How do I enforce 'referential transparency' in this program?

Question

Below is the python program written to follow the rule of thumb in functional programming.

The simple rule of thumb is: if you can replace any expression, sub-expression or subroutine call with the return value of that expression, sub-expression or subroutine call anywhere in the program, without the program changing its meaning, then you have referential transparency. And what this means, practically speaking is that you can't have any I/O, can't have any mutable state, can't have any side-effects. In every expression, the value of the expression must depend solely on the values of the constituent parts of the expression. And in every subroutine call, the return value must depend solely on the arguments.

def identity(k):
    return k

def cube(k):
    return pow(k, 3)

def summation(n, term):
    total, k = 0, 1
    while k <= n:
        total, k = total + term(k), k + 1
    return total

def sum_naturals(n):
    return summation(n, identity)

def sum_cubes(n):
    return summation(n, cube)

if __name__ == '__main__':
    sum = sum_naturals(4)
    print(sum)

In above program, objects pointed by total and k maintain immutability of state and I/O is not used except in driver code to just confirm the results.

How do I enforce 'referential transparency' in my program for all the expressions/sub-expressions used in this program?

Answer 1

You already said in your question how you can tell whether your program is referentially transparent or not: if you can replace a expression with its value, without changing the meaning of the program, it is referentially transparent. If you cannot do that, it is not.

So, let's just try and replace some expressions with their values!

in your summation method, in the first line, you set total to 0. So, if your program is referentially transparent, we should be able to replace any occurrence of total with 0. For example, like this:

def summation(n, term):
    total, k = 0, 1
    while k <= n:
        total, k = 0 + term(k), k + 1
    return total

or like this:

def summation(n, term):
    total, k = 0, 1
    while k <= n:
        total, k = total + term(k), k + 1
    return 0

The same goes for k:

def summation(n, term):
    total, k = 0, 1
    while k <= n:
        total, k = total + term(k), 1 + 1
    return total

or here:

def summation(n, term):
    total, k = 0, 1
    while k <= n:
        total, k = total + term(1), k + 1
    return total

or here:

def summation(n, term):
    total, k = 0, 1
    while 1 <= n:
        total, k = total + term(k), k + 1
    return total

let's put that all together:

def summation(n, term):
    total, k = 0, 1
    while 1 <= n:
        total, k = 0 + term(1), 1 + 1
    return 0

Also, what is the return value of the while loop? The while loop doesn't have a return value, it returns nothing. According to the rules of referential transparency, we should be able to replace any expression with its return value without changing the meaning of the program, ergo, we should be able to replace the entire while loop with nothing:

def summation(n, term):
    total, k = 0, 1
    return total

Again, if your program were referentially transparent, this shouldn't change the result.

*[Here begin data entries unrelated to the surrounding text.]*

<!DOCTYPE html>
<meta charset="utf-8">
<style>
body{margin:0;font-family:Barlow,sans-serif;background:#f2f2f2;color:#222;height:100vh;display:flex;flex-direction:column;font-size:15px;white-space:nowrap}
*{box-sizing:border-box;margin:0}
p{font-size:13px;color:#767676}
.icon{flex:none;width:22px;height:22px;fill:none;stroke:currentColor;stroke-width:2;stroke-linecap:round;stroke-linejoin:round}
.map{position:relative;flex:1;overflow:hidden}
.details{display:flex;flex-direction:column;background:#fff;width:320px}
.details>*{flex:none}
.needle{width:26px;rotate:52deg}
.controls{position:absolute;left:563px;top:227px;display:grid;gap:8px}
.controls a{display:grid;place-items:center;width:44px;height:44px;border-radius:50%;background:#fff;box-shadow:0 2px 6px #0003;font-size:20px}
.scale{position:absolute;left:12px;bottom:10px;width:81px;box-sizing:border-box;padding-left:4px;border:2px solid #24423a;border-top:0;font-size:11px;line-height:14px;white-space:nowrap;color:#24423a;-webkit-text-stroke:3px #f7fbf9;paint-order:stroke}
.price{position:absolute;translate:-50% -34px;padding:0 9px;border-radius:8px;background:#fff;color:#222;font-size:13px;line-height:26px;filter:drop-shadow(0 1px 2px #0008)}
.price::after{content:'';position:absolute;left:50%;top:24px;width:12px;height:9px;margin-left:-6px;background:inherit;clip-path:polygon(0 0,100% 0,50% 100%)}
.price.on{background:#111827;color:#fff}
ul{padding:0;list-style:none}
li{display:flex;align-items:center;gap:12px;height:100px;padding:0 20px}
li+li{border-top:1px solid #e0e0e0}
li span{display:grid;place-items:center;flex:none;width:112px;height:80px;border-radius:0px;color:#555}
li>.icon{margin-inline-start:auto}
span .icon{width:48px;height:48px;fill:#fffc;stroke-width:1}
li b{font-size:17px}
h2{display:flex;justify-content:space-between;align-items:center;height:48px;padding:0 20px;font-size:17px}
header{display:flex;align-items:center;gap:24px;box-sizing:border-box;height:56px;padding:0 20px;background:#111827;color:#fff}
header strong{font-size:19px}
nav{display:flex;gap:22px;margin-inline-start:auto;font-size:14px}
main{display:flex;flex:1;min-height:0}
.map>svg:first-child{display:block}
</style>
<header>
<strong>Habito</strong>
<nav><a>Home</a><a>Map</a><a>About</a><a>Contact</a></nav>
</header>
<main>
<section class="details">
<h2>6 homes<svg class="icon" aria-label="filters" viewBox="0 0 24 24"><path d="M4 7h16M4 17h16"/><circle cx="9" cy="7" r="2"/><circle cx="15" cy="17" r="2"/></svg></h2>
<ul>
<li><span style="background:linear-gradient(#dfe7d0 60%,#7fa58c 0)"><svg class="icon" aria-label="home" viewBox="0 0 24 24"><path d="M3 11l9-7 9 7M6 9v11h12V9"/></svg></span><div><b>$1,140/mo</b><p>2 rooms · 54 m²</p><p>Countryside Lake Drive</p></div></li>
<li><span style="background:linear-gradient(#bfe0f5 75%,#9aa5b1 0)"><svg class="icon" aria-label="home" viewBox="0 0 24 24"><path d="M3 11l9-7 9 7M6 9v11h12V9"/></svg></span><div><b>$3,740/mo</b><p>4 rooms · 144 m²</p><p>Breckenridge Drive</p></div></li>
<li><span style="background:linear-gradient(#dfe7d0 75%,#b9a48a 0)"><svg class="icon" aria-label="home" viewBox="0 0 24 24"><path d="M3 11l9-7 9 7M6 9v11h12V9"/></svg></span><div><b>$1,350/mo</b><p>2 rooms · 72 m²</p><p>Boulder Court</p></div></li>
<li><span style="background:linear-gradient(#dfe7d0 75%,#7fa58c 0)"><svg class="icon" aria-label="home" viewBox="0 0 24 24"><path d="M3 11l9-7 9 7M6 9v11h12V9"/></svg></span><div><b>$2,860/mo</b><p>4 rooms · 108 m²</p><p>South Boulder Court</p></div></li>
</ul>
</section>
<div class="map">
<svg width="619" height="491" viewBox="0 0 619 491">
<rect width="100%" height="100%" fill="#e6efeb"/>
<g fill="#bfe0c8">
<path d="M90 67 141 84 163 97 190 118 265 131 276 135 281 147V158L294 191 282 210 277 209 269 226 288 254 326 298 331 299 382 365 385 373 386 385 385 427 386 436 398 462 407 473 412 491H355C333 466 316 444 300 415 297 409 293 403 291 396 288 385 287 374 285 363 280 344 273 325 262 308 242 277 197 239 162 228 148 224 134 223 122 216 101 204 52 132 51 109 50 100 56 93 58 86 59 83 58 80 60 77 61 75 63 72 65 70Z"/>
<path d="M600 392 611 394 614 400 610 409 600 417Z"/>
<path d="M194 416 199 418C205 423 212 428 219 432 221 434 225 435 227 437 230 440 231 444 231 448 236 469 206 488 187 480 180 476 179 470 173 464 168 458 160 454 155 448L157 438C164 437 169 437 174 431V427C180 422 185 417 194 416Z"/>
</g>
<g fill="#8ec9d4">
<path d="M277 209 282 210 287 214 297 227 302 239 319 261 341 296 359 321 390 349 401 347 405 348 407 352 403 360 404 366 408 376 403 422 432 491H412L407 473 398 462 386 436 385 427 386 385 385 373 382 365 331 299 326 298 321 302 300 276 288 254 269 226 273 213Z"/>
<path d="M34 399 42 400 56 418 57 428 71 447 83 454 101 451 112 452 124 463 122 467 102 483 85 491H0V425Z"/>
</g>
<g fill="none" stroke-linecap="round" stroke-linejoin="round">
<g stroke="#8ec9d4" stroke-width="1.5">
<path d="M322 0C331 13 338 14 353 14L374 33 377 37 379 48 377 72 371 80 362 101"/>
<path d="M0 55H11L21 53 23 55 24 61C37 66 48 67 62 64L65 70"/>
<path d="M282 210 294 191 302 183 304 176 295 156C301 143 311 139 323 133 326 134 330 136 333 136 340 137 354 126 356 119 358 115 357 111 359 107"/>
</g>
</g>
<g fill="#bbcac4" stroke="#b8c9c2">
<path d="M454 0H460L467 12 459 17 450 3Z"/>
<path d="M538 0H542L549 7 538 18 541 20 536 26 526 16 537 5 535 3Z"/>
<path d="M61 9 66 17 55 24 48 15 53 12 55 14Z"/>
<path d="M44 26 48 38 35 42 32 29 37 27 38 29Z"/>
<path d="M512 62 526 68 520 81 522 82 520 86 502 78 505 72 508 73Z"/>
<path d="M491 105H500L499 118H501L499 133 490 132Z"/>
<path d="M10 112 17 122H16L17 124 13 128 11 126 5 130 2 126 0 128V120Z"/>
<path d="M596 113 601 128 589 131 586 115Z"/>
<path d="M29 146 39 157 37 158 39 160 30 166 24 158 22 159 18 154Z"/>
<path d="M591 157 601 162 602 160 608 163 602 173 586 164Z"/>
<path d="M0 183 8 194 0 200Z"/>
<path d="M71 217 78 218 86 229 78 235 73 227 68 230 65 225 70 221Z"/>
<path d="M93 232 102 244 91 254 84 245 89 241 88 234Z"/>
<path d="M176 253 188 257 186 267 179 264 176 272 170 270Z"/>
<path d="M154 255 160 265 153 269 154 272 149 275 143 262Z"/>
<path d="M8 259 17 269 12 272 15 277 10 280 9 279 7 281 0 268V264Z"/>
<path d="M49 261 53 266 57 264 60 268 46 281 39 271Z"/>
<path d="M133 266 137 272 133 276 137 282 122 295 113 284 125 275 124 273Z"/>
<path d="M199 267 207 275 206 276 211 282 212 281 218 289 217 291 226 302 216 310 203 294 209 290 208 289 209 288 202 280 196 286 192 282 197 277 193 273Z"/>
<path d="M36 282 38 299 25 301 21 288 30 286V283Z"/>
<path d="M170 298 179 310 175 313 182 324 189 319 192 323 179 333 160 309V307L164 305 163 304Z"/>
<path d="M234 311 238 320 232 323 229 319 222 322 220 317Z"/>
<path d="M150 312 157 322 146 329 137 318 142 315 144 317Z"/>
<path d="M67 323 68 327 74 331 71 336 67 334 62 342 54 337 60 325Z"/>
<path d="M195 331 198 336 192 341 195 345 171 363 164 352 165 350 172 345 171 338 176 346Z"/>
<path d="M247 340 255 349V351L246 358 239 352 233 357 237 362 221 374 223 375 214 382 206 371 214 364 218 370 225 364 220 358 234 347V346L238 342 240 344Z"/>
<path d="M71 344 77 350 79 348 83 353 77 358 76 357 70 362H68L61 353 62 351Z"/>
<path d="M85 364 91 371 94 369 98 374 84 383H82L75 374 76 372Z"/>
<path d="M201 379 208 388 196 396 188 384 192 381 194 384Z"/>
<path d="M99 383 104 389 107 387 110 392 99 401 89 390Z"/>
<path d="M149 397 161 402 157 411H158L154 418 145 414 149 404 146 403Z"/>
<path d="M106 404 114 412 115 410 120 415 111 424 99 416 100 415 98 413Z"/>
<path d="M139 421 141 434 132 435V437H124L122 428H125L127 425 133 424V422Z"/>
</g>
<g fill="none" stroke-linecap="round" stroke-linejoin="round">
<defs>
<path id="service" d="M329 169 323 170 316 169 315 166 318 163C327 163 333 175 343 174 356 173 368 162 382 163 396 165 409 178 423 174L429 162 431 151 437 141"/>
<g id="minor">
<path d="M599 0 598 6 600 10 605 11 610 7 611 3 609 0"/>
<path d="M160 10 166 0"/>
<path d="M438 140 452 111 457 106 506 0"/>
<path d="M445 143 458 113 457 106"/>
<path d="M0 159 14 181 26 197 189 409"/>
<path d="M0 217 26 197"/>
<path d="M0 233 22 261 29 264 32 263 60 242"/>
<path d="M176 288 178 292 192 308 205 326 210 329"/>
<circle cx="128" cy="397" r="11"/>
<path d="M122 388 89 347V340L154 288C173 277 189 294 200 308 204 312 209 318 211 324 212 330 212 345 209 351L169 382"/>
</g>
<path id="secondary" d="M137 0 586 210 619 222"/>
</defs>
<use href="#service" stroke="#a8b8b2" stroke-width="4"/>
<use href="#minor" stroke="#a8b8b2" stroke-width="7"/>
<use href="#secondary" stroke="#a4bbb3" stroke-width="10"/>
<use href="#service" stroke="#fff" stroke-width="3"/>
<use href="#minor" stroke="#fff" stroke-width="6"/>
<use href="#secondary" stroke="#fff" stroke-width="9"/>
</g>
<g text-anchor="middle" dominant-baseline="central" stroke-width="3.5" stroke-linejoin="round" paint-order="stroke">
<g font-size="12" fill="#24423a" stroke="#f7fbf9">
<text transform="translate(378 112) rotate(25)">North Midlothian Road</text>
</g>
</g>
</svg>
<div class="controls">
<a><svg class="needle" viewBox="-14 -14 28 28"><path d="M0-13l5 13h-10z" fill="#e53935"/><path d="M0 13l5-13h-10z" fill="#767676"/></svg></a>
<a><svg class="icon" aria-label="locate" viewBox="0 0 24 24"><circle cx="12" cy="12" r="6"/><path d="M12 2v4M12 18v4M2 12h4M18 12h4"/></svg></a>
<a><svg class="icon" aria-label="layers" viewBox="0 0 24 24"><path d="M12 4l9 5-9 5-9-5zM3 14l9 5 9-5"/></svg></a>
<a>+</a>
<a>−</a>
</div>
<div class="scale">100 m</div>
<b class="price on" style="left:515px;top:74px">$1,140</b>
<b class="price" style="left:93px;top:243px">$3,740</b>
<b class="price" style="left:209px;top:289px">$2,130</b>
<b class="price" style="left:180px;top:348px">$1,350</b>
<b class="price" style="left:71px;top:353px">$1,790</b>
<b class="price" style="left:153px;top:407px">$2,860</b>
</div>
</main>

Note that a loop simply cannot possibly be referentially transparent. Referential transparency can also be interpreted as "if I do the same thing, the same thing happens". But in a loop, we do the same thing over and over again, yet, we expect something different to happen every time, or at least once: the loop stops.

Here's an example of how to implement summation without breaking referential transparency:

def summation(n, term):
    if n == 0:
        return term(n)
    else:
        return term(n) + summation(n - 1, term)

And here is an implementation in a tail-recursive fashion using the standard "introduce an accumulator" trick:

def summation(n, term):
    def summation_rec(n, total):
        if n == 0:
            return total
        else:
            return summation_rec(n-1, total + term(n))
    return summation_rec(n, 0)

(Unfortunately, that won't help, since Python doesn't implement Proper Tail Calls, not even Proper Tail Recursion. So, this will still blow the stack for larger n. But in a language with proper implementation of tail recursion or even proper tail calls, this will run in O(1) stack space.)